Though he leavened his address to Canadian university students on 22 June 2022 with humour – “We know who is Voldemort in this one and who is Harry Potter, so we know how the war will end,” in answer to one question – Volodymyr Zelenskyy spared the students gathered at 11 universities none of the horror his nation is living through.
Ukraine’s president, the first speaker invited to talk to Canadian students who had to speak from an undisclosed location, said that over the past three years he has worked, as he promised at a meeting in Toronto, to make Ukraine’s institutions more transparent. Then he added: “Today the walls of our buildings are transparent. Literally. They are destroyed by Russian missiles and bombs.”
Some of the word pictures he sketched during the address sponsored by the University of Toronto’s Munk School of Global Affairs and Public Policy were familiar and inspiring: the farmer who used his tractor to close the road to the Russian tanks, “the ordinary woman in our village who went out and stopped the armoured vehicles with her hands”.

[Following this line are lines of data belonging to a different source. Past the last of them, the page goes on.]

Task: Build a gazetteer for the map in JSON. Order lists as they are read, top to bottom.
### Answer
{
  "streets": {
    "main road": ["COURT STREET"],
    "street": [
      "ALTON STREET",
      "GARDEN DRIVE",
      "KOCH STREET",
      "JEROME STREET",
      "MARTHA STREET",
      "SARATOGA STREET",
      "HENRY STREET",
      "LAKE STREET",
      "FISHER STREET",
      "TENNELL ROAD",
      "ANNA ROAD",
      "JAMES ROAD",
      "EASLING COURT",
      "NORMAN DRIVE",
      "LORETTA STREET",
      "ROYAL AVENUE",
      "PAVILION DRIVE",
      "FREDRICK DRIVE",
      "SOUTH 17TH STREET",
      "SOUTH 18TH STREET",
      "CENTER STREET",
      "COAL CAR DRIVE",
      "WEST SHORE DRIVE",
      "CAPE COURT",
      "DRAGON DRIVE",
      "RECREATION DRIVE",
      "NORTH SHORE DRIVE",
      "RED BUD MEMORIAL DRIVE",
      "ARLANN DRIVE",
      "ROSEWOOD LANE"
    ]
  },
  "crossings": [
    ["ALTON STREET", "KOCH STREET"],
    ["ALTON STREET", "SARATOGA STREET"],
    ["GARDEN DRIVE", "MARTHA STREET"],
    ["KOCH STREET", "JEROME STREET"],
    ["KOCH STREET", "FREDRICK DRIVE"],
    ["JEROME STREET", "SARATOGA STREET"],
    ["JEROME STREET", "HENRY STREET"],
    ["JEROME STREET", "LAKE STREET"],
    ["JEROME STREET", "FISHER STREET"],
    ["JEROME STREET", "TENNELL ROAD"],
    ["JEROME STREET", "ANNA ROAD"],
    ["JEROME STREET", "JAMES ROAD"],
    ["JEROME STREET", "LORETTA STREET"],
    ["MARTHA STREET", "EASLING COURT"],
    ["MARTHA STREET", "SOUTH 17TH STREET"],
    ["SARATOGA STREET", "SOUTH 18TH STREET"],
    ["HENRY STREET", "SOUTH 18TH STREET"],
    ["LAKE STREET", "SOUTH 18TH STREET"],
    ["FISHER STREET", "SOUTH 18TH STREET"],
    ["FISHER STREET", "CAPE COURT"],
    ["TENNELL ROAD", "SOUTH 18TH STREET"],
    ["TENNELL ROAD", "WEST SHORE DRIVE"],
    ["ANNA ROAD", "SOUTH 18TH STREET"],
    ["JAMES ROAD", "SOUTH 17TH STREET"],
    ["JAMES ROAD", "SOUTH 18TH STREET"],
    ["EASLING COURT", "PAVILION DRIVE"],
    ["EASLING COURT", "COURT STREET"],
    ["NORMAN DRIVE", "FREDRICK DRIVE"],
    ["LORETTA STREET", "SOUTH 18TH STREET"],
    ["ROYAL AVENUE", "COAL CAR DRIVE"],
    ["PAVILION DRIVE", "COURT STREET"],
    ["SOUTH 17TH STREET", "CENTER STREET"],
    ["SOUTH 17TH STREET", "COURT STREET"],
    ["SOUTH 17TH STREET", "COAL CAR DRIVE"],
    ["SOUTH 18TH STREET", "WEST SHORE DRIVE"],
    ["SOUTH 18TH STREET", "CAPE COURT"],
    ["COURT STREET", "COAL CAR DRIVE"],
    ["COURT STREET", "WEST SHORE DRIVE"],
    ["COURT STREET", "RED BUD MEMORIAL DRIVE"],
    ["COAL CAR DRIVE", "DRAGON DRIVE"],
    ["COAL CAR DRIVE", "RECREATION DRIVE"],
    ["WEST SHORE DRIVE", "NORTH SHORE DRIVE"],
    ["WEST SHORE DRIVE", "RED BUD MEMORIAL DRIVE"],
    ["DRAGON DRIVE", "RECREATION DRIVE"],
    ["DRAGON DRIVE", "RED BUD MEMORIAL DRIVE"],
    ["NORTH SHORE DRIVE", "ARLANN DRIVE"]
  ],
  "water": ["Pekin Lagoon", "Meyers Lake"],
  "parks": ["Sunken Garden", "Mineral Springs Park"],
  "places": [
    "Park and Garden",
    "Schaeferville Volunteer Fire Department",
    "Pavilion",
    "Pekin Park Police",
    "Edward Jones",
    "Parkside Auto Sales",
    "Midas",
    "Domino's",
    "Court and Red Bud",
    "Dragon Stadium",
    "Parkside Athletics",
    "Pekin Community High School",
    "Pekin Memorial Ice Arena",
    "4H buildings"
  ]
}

Others were painful, made all the more so when recalling them after the talk. For, shortly before he finished speaking, the president answered the question ‘Why did you go into politics’ by pointing to his own daughters, 17 and 9, and asking the students to imagine “look[ing] at your children” and wanting to make their country a better place.
Earlier, he had eulogised “the beautiful children who sat in their apartments when the enemy missiles hit their house, and, unfortunately, [now] they rest in peace, and in our history and memory”.
Save for the refugees from Ukraine in the audience, the students, from six of Canada’s 10 provinces, could not have helped but ask themselves what it would be like for them to have their professors “teaching from the frontlines”.